Part of Spielberg's magic is that in the "one for them, one for me" practices of Hollywood, you could never really tell which Spielberg movies were for "them" and which ones were for him. And, no, I'm not forgetting THE TERMINAL. This is a guy who released WAR OF THE WORLDS and MUNICH in the same year. The guy who put SCHINDLER'S LIST and JURASSIC PARK in theaters just months apart. His approach to liven the material he encounters (even when it was lackluster on the page), to work in its messiness and find something not only salvageable, but human, and his ability to wring out every damn scene as if it's the only way it *could* have been shot is what made him a household name.

El Tomboto, Sunday, 1 April 2018 03:52 (six years ago) link

Writing Spielberg reviews seems like an awful job. We know what to expect. Moral ambiguity will be banished, emotional strings will be pulled. Parents will be absent, youth will restore justice. We either resist the manipulation, or succumb. We'll leave with an experience, but no questions or debates. Perhaps we should be very very glad Spielberg supports good causes, and not the ones we hate. He would out Riefenstahl Riefenstahl, given the opportunity. Spielberg is the apotheosis of manipulative cinema, and hence necessarily a nadir for the Art.
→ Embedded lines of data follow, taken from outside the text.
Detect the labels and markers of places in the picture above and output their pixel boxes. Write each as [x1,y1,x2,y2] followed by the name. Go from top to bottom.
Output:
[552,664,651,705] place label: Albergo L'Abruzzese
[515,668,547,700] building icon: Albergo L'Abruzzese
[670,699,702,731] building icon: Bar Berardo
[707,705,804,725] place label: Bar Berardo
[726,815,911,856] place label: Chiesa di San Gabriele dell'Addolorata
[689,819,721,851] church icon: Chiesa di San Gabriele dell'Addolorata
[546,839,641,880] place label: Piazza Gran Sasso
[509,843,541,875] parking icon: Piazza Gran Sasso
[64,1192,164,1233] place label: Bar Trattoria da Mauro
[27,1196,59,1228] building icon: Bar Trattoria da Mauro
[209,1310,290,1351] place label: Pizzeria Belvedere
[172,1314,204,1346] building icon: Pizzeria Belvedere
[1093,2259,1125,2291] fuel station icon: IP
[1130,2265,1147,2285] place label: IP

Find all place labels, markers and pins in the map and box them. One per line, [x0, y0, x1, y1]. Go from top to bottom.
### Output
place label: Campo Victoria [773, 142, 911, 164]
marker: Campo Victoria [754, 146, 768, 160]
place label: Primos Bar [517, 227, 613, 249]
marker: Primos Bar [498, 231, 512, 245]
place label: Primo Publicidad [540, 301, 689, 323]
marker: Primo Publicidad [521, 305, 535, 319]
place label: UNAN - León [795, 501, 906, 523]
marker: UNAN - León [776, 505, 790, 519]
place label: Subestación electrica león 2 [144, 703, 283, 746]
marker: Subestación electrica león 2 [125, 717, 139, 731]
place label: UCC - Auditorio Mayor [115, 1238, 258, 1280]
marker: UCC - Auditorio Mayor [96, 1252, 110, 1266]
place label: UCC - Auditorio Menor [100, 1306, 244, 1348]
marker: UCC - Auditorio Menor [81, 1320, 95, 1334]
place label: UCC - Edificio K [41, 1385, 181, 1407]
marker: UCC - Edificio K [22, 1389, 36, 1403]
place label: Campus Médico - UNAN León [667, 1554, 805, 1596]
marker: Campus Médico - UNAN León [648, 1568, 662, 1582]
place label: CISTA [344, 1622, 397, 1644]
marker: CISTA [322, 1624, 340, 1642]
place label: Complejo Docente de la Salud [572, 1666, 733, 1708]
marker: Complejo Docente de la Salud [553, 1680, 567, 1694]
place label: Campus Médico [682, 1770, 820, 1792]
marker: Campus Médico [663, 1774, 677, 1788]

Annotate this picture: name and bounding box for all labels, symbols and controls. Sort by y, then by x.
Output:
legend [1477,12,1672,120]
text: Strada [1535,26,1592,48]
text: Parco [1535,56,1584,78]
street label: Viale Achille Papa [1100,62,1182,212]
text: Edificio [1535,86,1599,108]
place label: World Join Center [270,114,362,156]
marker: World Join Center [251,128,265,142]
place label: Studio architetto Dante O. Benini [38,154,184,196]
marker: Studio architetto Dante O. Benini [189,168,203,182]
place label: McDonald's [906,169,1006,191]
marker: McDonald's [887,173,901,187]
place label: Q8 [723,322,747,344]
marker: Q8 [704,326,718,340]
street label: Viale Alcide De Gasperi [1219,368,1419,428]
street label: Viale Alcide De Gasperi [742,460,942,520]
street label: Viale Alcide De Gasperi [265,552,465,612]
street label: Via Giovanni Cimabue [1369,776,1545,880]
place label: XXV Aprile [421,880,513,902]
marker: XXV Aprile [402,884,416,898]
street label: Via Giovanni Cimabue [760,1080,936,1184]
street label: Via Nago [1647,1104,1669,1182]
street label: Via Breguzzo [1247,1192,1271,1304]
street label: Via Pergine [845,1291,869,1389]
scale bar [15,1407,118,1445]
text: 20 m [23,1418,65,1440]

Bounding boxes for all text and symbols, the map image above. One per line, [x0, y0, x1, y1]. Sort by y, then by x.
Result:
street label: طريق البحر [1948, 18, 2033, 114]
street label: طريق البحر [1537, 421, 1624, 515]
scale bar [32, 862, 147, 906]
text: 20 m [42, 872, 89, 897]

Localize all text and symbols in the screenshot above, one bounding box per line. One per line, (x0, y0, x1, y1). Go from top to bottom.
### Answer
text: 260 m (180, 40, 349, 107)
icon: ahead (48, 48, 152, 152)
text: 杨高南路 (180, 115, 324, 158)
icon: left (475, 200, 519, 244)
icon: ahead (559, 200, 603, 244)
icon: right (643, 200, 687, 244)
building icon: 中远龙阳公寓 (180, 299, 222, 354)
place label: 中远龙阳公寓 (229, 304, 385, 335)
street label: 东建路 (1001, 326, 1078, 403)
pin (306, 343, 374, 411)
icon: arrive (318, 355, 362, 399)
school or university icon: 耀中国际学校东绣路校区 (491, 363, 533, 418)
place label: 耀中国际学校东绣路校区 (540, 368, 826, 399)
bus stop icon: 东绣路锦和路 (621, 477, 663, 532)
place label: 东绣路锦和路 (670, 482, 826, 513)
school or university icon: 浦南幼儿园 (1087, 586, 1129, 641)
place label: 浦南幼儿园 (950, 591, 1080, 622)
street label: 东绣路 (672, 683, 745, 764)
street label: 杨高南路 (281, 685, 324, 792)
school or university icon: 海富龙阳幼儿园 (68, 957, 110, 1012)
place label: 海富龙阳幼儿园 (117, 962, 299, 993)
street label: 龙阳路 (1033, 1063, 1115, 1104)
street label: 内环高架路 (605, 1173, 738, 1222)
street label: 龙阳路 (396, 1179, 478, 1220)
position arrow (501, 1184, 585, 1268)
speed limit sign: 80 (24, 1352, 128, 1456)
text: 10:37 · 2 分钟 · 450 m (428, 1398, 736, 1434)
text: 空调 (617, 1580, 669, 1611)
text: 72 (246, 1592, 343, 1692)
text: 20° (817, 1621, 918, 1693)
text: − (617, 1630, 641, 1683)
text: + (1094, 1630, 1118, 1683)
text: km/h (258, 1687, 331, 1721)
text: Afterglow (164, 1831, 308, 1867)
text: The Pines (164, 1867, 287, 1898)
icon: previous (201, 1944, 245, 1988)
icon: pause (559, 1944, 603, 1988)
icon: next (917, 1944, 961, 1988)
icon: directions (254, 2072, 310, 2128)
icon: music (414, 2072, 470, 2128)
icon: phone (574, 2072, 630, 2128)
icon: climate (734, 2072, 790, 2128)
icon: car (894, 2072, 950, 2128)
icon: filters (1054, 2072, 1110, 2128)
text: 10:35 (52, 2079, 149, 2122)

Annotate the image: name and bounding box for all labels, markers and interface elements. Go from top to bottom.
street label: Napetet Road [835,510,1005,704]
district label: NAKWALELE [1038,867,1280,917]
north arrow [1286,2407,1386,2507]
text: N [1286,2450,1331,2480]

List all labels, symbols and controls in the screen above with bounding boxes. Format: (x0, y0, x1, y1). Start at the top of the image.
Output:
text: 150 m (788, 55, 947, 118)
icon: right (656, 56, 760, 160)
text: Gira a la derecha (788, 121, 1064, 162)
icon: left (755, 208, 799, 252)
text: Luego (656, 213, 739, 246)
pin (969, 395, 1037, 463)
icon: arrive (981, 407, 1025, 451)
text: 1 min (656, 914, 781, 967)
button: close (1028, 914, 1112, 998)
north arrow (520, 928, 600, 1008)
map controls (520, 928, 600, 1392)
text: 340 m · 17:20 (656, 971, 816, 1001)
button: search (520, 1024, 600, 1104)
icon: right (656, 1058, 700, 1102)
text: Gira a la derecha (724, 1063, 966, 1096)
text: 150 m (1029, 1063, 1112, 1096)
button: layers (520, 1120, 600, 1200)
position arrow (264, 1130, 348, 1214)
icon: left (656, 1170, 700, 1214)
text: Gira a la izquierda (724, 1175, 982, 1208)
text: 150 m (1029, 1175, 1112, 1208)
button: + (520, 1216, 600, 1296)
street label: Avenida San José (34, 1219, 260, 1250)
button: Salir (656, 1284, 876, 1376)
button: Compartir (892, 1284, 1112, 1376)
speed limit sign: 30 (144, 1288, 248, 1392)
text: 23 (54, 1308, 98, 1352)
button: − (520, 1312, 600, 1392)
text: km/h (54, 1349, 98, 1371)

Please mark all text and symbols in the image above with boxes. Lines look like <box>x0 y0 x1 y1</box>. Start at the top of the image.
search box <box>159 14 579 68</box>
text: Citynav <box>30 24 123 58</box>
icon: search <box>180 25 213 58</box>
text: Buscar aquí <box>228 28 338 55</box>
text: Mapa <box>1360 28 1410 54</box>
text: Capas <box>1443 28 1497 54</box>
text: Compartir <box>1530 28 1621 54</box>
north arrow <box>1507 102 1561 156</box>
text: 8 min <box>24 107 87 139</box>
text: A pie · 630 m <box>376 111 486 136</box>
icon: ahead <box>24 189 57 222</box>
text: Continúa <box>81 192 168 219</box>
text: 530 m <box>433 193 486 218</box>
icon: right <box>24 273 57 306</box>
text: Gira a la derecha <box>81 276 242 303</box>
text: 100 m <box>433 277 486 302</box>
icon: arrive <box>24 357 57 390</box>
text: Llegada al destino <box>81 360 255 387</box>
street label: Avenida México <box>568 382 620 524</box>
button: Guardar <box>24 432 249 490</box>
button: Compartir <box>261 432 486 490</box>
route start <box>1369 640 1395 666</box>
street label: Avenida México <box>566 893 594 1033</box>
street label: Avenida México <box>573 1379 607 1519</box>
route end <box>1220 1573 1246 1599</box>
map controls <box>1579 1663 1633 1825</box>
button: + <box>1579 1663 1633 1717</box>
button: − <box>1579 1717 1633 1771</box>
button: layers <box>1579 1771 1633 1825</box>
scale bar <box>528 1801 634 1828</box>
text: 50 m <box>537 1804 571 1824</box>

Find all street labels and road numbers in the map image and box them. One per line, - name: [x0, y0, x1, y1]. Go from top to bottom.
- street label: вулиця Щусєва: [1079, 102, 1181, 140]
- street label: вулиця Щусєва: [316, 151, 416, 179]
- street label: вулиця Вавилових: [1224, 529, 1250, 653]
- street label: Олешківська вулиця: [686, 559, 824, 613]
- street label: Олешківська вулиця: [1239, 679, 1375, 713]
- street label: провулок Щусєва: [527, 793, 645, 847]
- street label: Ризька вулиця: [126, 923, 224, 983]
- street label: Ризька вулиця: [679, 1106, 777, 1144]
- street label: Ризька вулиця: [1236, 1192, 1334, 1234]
In other words, if there was any director that could make this source material interesting, it's almost certainly not Spielberg.

I've been a contrarian on this thread. I thought the book was pleasant enough listening during dog walks, and I still think its popularity says something about our moment. I thought it inferior to similar past outings in the cyberpunk subgenre, like Jeff Noon's Vurt (1995).

We're primarily a music board, we know that many genres have stagnated for decades, with many fixating on some perfect past moment. Genres I care about have been rearranging 1979-81 for decades. When the cultural consensus fell apart, at first we all thought it was fantastic to find others shared our obsessions. In time I think most of us have hoped for escape routes out of this fishbowl.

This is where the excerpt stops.